TASK DESCRIPTION
An exact copy of the data is needed, but without any of its images.

INPUT MATERIAL
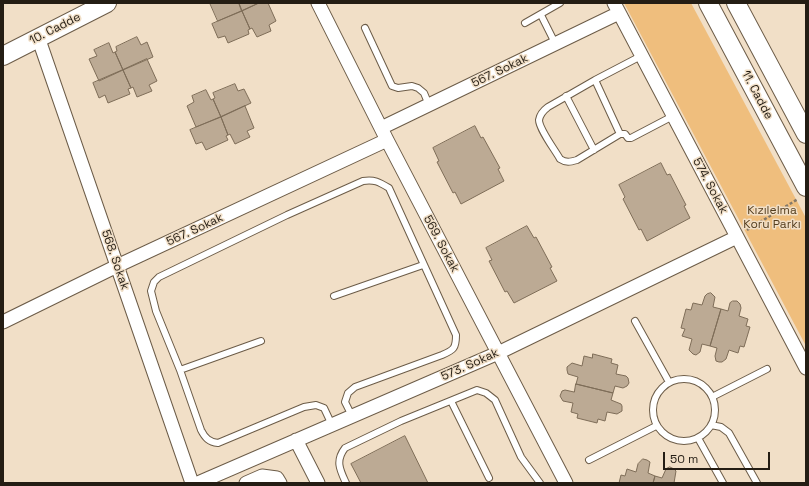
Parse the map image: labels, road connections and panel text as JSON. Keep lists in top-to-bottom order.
{
  "streets": {
    "main road": ["10. Cadde", "11. Cadde"],
    "street": [
      "567. Sokak",
      "574. Sokak",
      "569. Sokak",
      "568. Sokak",
      "573. Sokak"
    ]
  },
  "crossings": [
    ["10. Cadde", "568. Sokak"],
    ["567. Sokak", "574. Sokak"],
    ["567. Sokak", "569. Sokak"],
    ["567. Sokak", "568. Sokak"],
    ["574. Sokak", "573. Sokak"],
    ["569. Sokak", "573. Sokak"]
  ],
  "parks": ["Kızılelma Koru Parkı"],
  "scale_bar": "50 m"
}
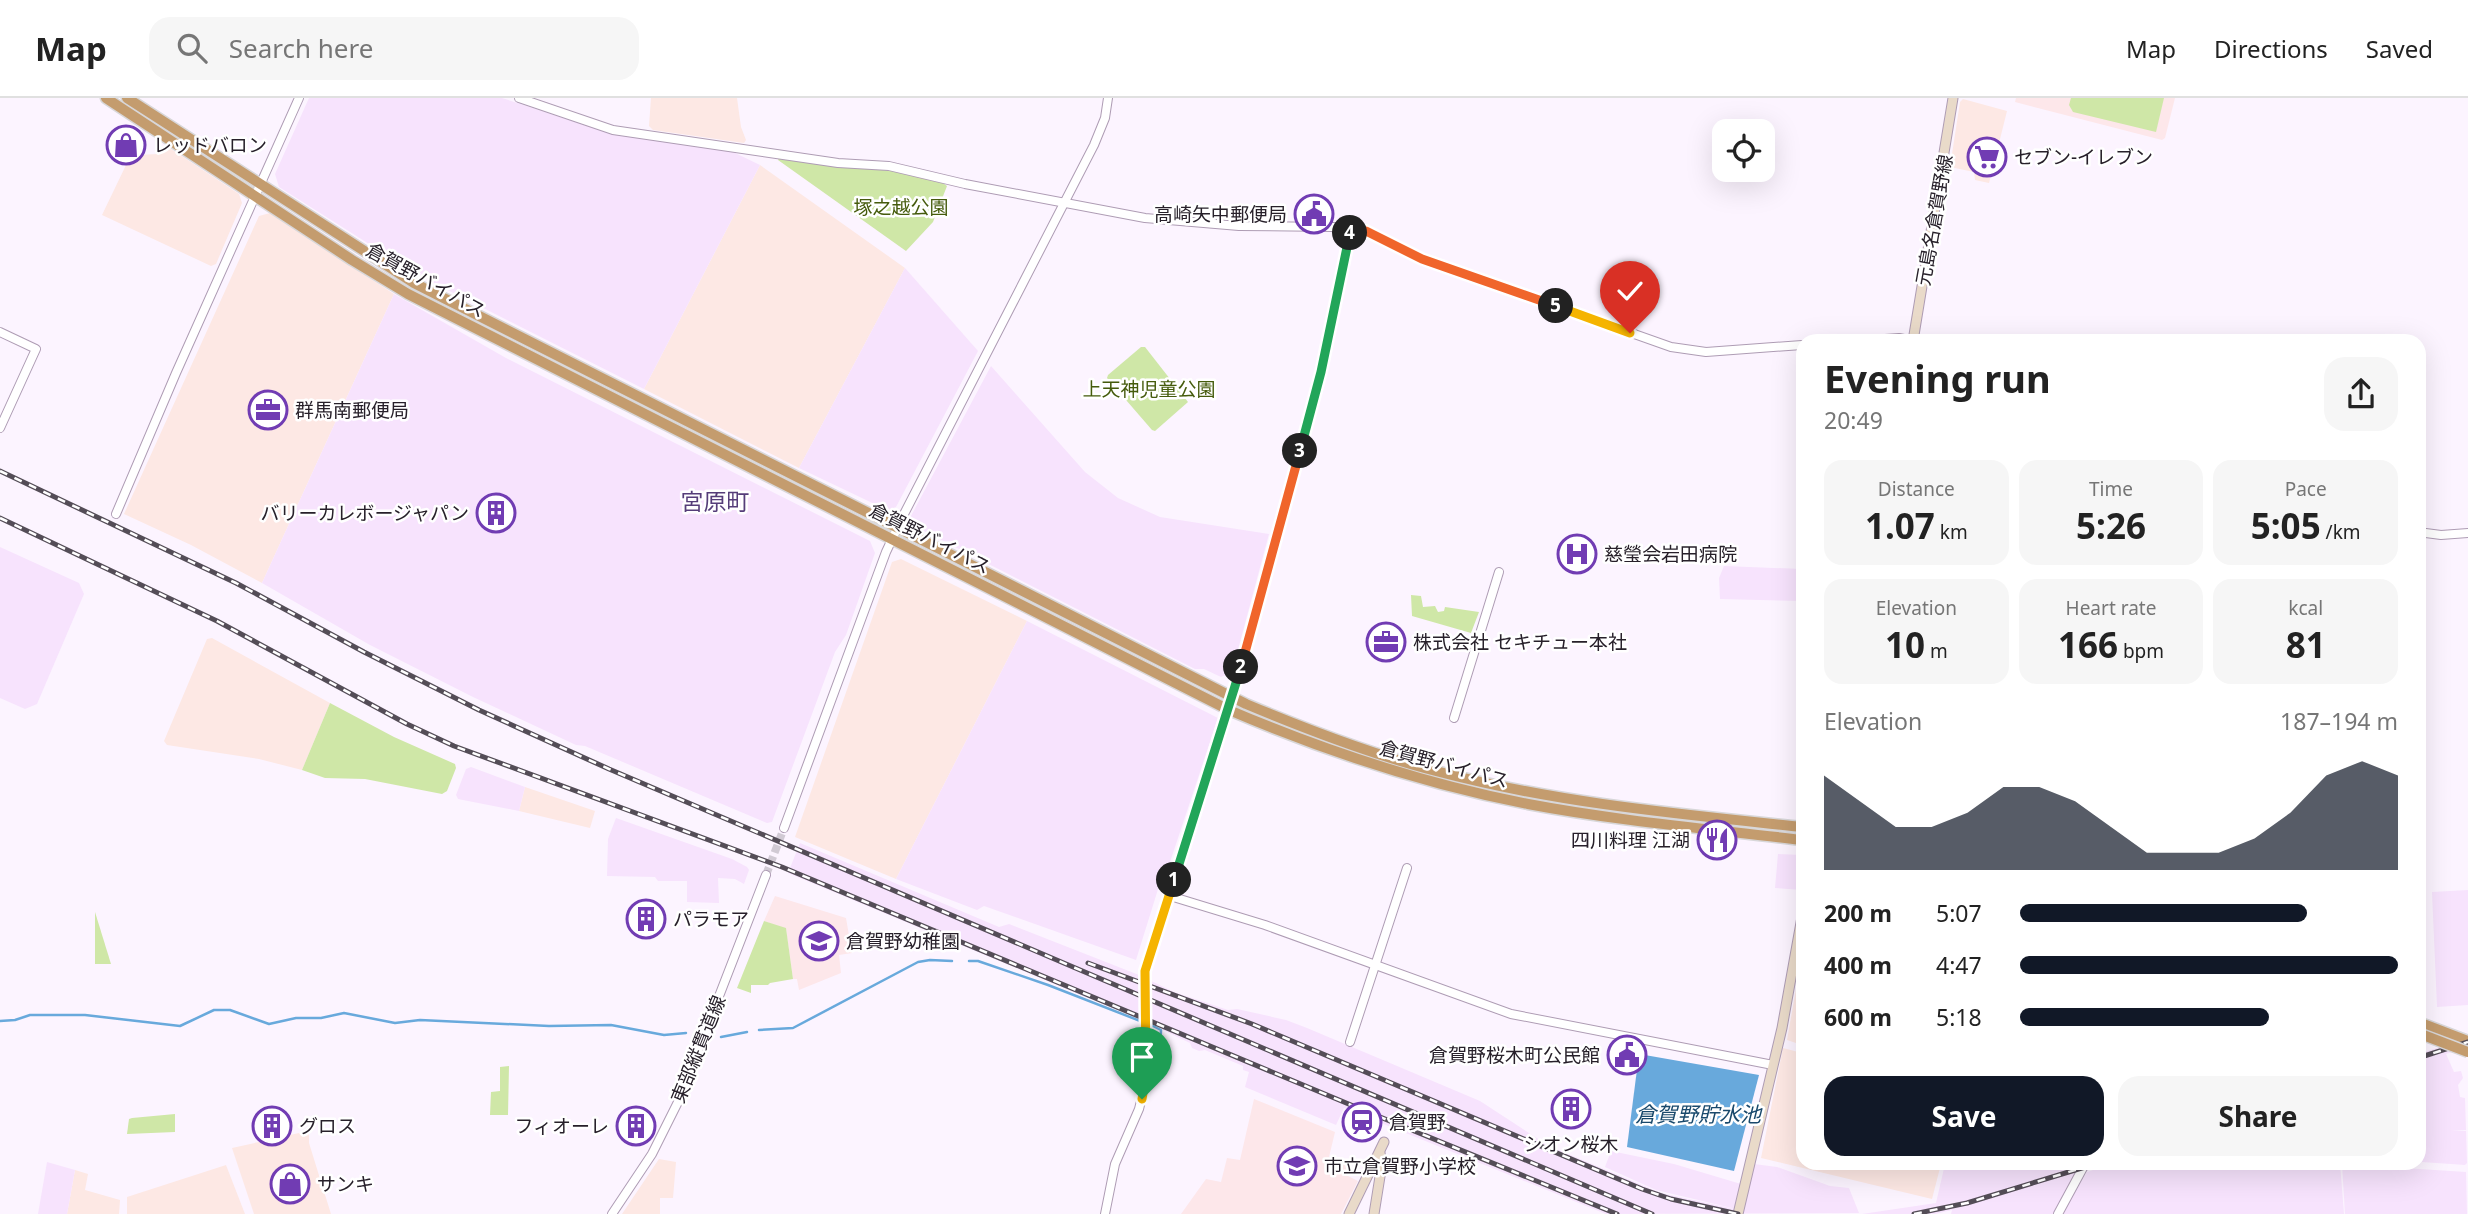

YOUR SOLUTION
Parse the map image: labels, road connections and panel text as JSON. Keep lists in top-to-bottom order.
{
  "streets": {
    "main road": ["10. Cadde", "11. Cadde"],
    "street": [
      "567. Sokak",
      "574. Sokak",
      "569. Sokak",
      "568. Sokak",
      "573. Sokak"
    ]
  },
  "crossings": [
    ["10. Cadde", "568. Sokak"],
    ["567. Sokak", "574. Sokak"],
    ["567. Sokak", "569. Sokak"],
    ["567. Sokak", "568. Sokak"],
    ["574. Sokak", "573. Sokak"],
    ["569. Sokak", "573. Sokak"]
  ],
  "parks": ["Kızılelma Koru Parkı"],
  "scale_bar": "50 m"
}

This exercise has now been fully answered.